--- STUDY MATERIAL ---
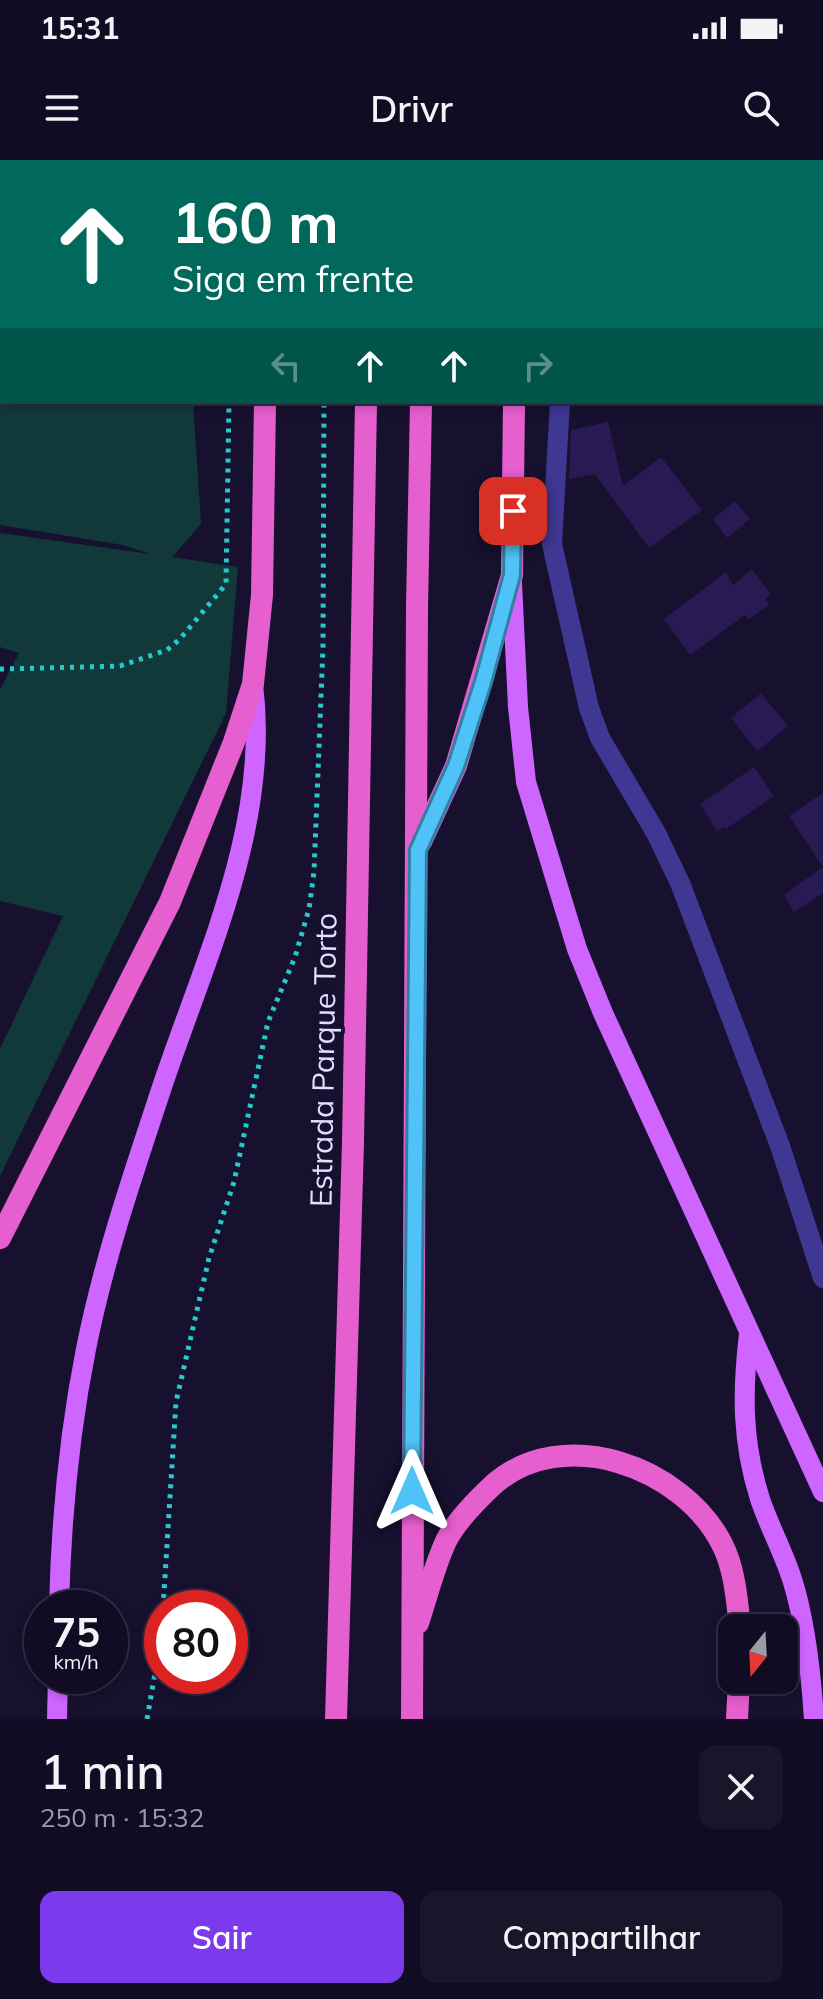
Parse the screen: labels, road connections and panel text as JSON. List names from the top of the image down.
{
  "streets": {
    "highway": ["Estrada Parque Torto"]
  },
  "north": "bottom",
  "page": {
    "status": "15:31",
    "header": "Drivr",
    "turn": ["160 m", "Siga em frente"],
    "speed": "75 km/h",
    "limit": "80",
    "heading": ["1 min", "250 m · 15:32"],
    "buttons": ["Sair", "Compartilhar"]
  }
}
---
WHAT TO DO: Transcribe the records above exactly as they appear, leaving out any pictures.

EXERCISE RESPONSE:
Parse the screen: labels, road connections and panel text as JSON. List names from the top of the image down.
{
  "streets": {
    "highway": ["Estrada Parque Torto"]
  },
  "north": "bottom",
  "page": {
    "status": "15:31",
    "header": "Drivr",
    "turn": ["160 m", "Siga em frente"],
    "speed": "75 km/h",
    "limit": "80",
    "heading": ["1 min", "250 m · 15:32"],
    "buttons": ["Sair", "Compartilhar"]
  }
}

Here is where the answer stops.